The American Dream was just that — a fantasy that progress is infinite, people are static, and happiness is as simple as checking off a to-do list. Even as a religious and routine-driven child, I observed comfortable lives rotting under their own stagnation, people clinging to shadows of love, people whose souls were charred by smoldering hurt and anger, whole families imprisoned by debt and fruitless obligations. Even then, it was difficult for me to believe that God wanted this for His children — this fearful inertia. Winds shift, seasons change, water flows from mountain to sea to sky, and particles expand and collide and decay because the entire universe is simply energy. How are we different?
As I grew into an adult, I became more convinced that motion was the virtue I sought. Motion expands perspectives, encourages knowledge, and cultivates understanding and empathy. If we’re moving through a place, we inevitably become a part of it, dependent on the terrain, infrastructure and inhabitants. Staying in one place allows a person to become intimately familiar with it. But as with all things familiar, curiosity eventually fades and quiescence sets in. Comfort breeds discontent, discontent breeds anxiety, and soon we’re locked in lives of quiet desperation that Thoreau described, our hearts beating with a longing that we’ve mistaken for fear. I’ve fallen into this trap before, clinging to the familiar as disconten
t encompassed me like a lukewarm pool. Every time I emerged, damp and shivering in the breeze — these were the moments I felt most free.

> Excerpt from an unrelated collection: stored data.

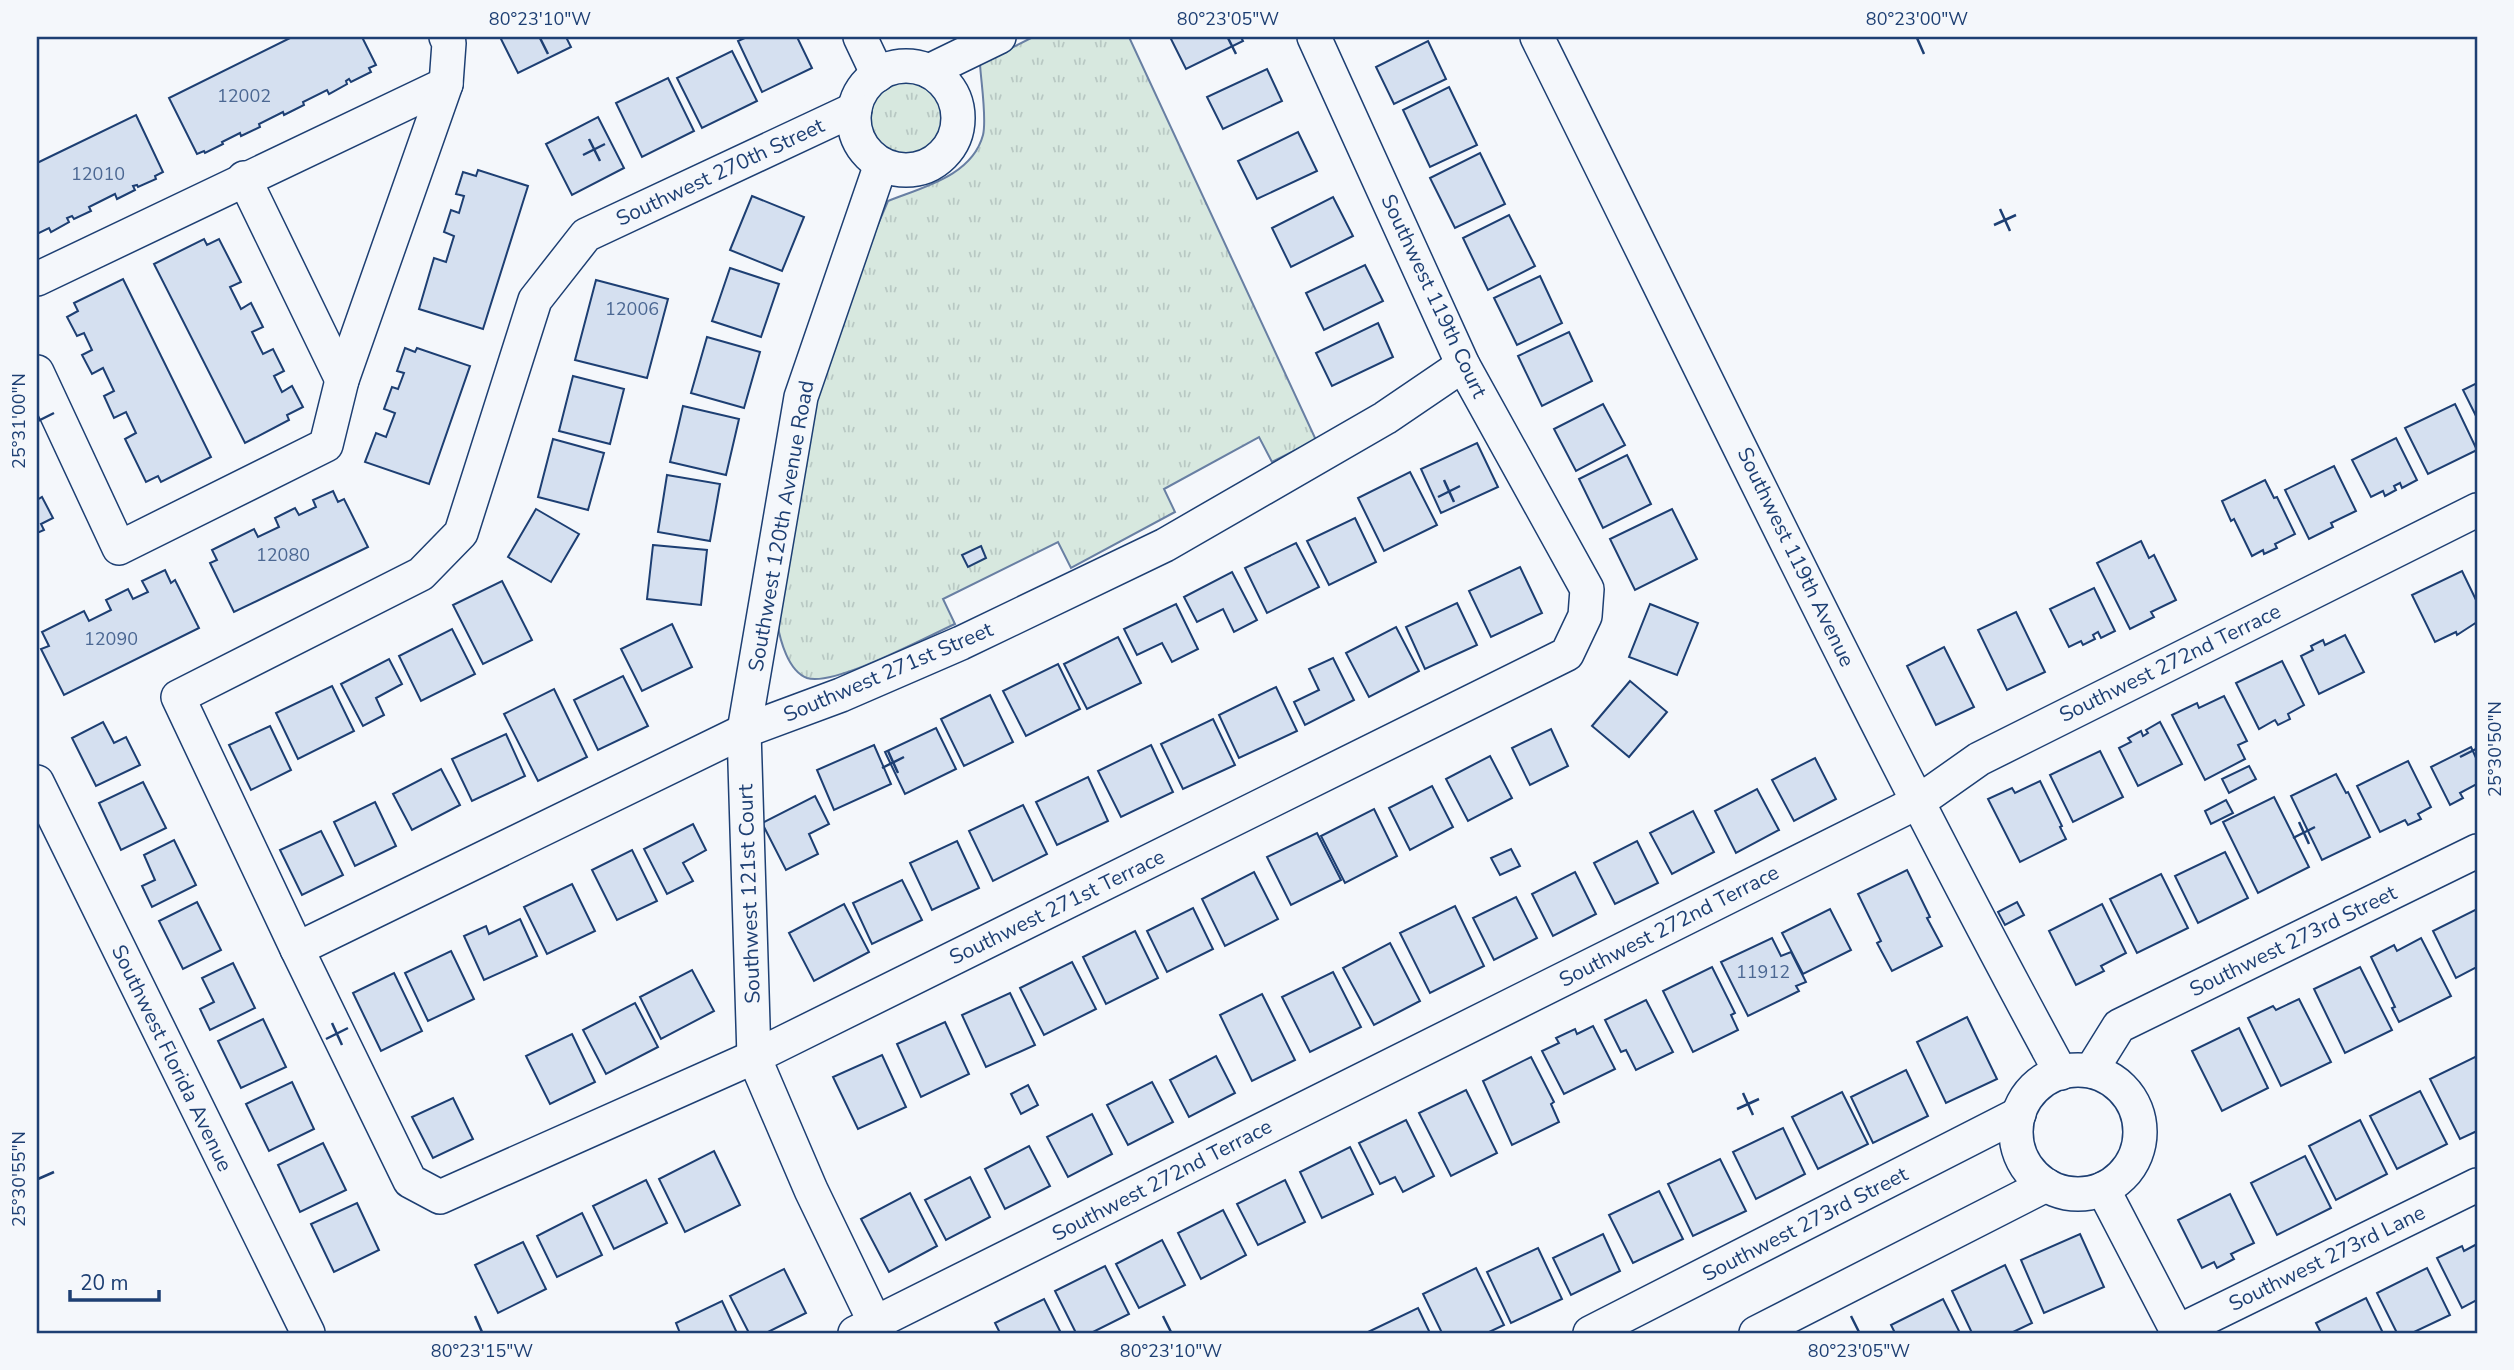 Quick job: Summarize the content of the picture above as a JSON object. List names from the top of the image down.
{
  "streets": {
    "street": [
      "Southwest 270th Street",
      "Southwest 119th Court",
      "Southwest 120th Avenue Road",
      "Southwest 119th Avenue",
      "Southwest 272nd Terrace",
      "Southwest 271st Street",
      "Southwest 121st Court",
      "Southwest 271st Terrace",
      "Southwest 273rd Street",
      "Southwest Florida Avenue",
      "Southwest 273rd Lane"
    ]
  },
  "crossings": [
    ["Southwest 270th Street", "Southwest 120th Avenue Road"],
    ["Southwest 270th Street", "Southwest 271st Street"],
    ["Southwest 270th Street", "Southwest 271st Terrace"],
    ["Southwest 119th Court", "Southwest 271st Street"],
    ["Southwest 119th Court", "Southwest 271st Terrace"],
    ["Southwest 120th Avenue Road", "Southwest 271st Street"],
    ["Southwest 120th Avenue Road", "Southwest 121st Court"],
    ["Southwest 119th Avenue", "Southwest 272nd Terrace"],
    ["Southwest 119th Avenue", "Southwest 273rd Street"],
    ["Southwest 271st Street", "Southwest 121st Court"],
    ["Southwest 271st Street", "Southwest 271st Terrace"],
    ["Southwest 121st Court", "Southwest 271st Terrace"]
  ],
  "house_numbers": [
    "12002",
    "12010",
    "12006",
    "12080",
    "12090",
    "11912"
  ],
  "scale_bar": "20 m",
  "coordinates": [
    "80°23'10\"W",
    "80°23'05\"W",
    "80°23'00\"W",
    "25°31'00\"N",
    "25°30'50\"N",
    "25°30'55\"N",
    "80°23'15\"W"
  ]
} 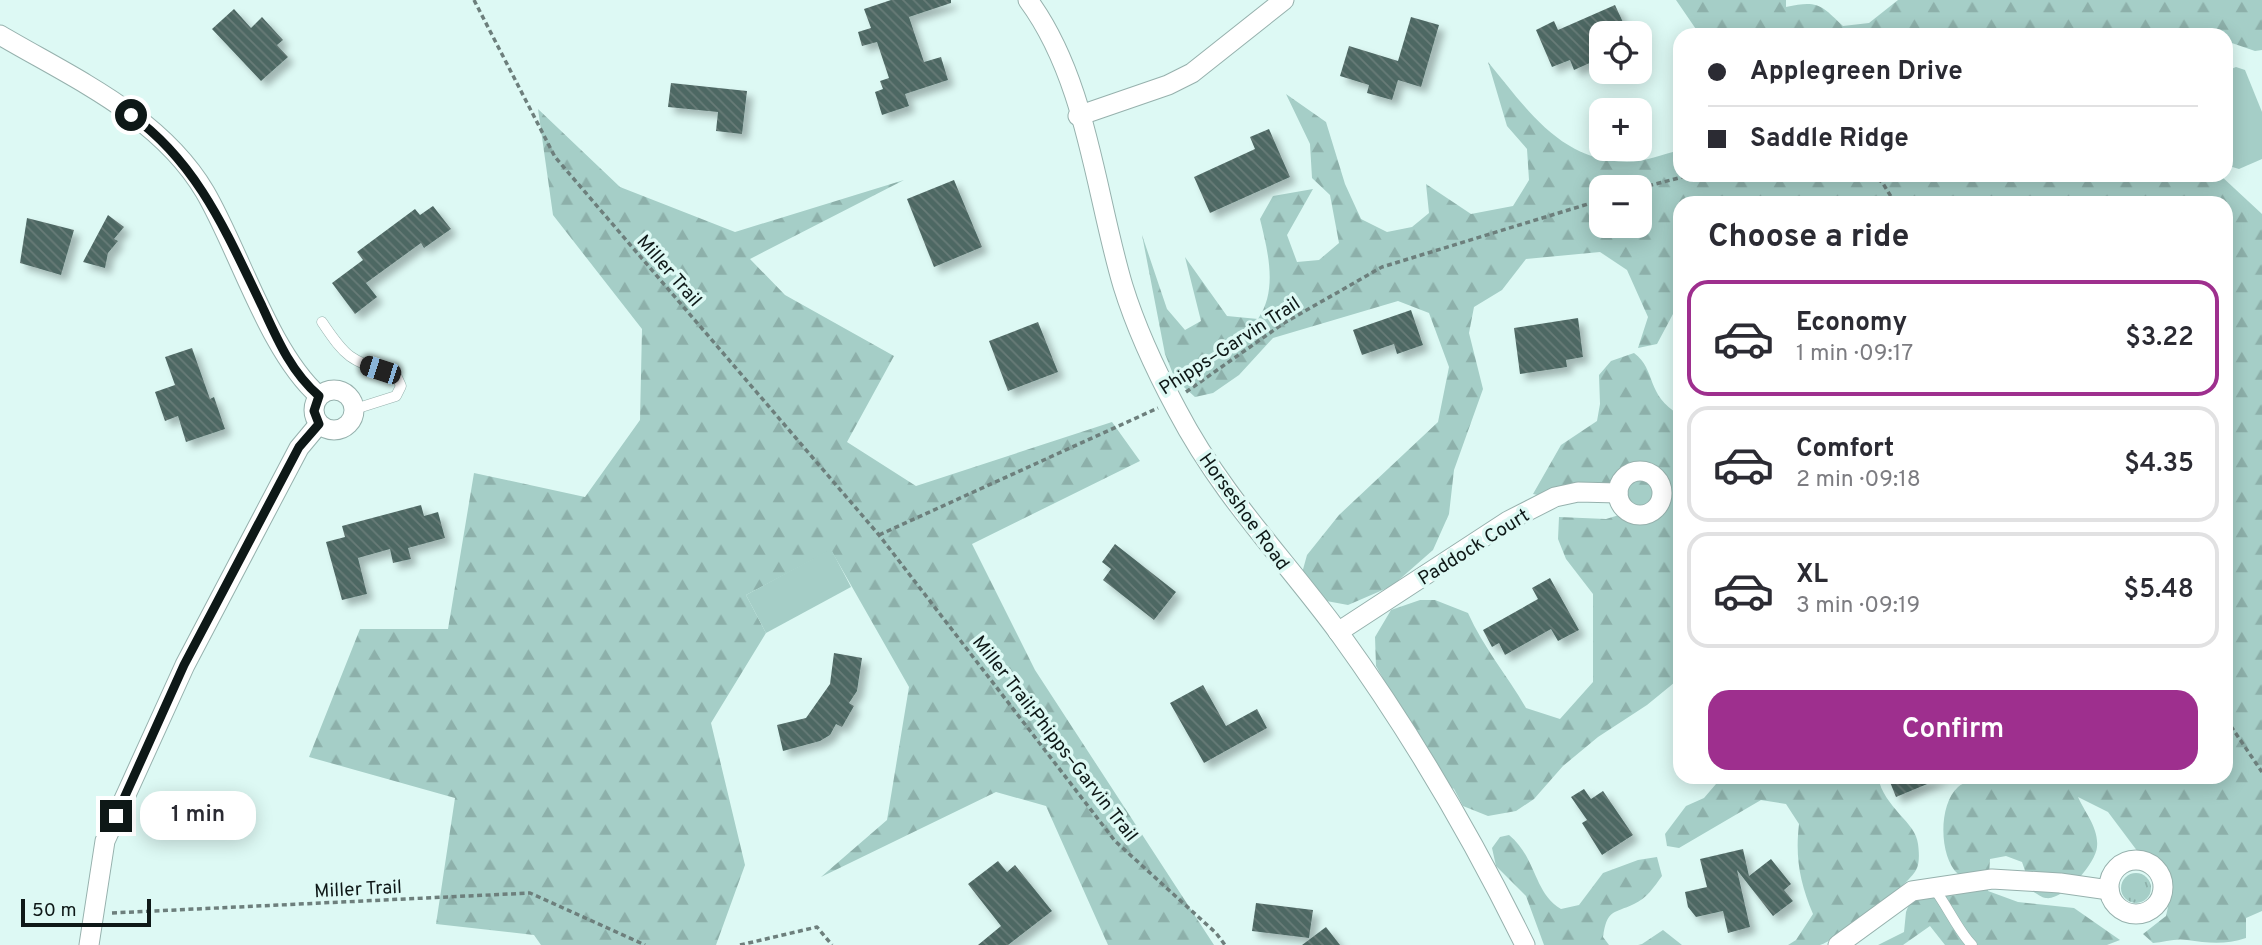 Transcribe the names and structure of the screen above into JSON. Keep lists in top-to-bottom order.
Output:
{
  "streets": {
    "street": ["Horseshoe Road", "Paddock Court"],
    "path": ["Miller Trail", "Phipps–Garvin Trail", "Miller Trail;Phipps–Garvin Trail"]
  },
  "crossings": [
    ["Miller Trail", "Phipps–Garvin Trail"],
    ["Miller Trail", "Miller Trail;Phipps–Garvin Trail"],
    ["Phipps–Garvin Trail", "Horseshoe Road"],
    ["Phipps–Garvin Trail", "Miller Trail;Phipps–Garvin Trail"],
    ["Horseshoe Road", "Paddock Court"]
  ],
  "scale_bar": "50 m",
  "page": {
    "map_buttons": ["+", "−"],
    "banner": ["Applegreen Drive", "Saddle Ridge"],
    "heading": "Choose a ride",
    "list": [
      {
        "name": "Economy",
        "note": "1 min · 09:17",
        "value": "$3.22"
      },
      {
        "name": "Comfort",
        "note": "2 min · 09:18",
        "value": "$4.35"
      },
      {
        "name": "XL",
        "note": "3 min · 09:19",
        "value": "$5.48"
      }
    ],
    "buttons": "Confirm",
    "bubble": "1 min",
    "scale": "50 m"
  }
}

Out on Alaska’s icy expanse, thousands of miles from home and hundreds of miles from the nearest accessible road, I was as free from familiar routine as I’d ever been. I was as dependent on motion as I could possibly be — and I was trapped in a snow dune. Yes, somewhere in this tumultuous journey, I’d lost my way.
A surge of adrenaline rushed against the deepening chill. I dropped the bike and punched my arms frantically into the wind. This full-body flailing finally created the momentum I needed to extract myself from the drift, tumbling out of the snow onto a patch of hard ice. Gasping for breath, I turned to grab the overturned bike and pull it forward.
It was an exhaustive effort. My heart raced and every nerve in my body fired jolts of relief and terror. Where would I find the strength for six more miles of deep snow drifts? And that was just to reach a shelter cabin. From there, thirty-five more miles of sea ice still stood between me and the next village. Thirty-five miles at less than one mile per hour, no opportunities for rest, locked in a strenuous effort that was surely burning at least six hundred calories an hour, with only enough water-carrying capacity to last ten hours, and only four thousand calories of food. My primitive mind ruled, but you don’t have to be good at math to see the imbalance. When all but the mileage subtracted to zero, could I survive?
My primitive mind recognized this pointless fretting and put the rest of my intellect in lockdown. It had come to this: survival mode. Survival mode is an instinct-driven state that records very little in long-term memory, so the next six miles have been lost in a cerebral blur. But shortly after my frightening battle with the snow dunes, I spotted a wooden stake and made my way back to the trail. Then continued, exhausted, for five more hours, until I reached the orange cabin at the neck of a broad bluff — Little Mountain.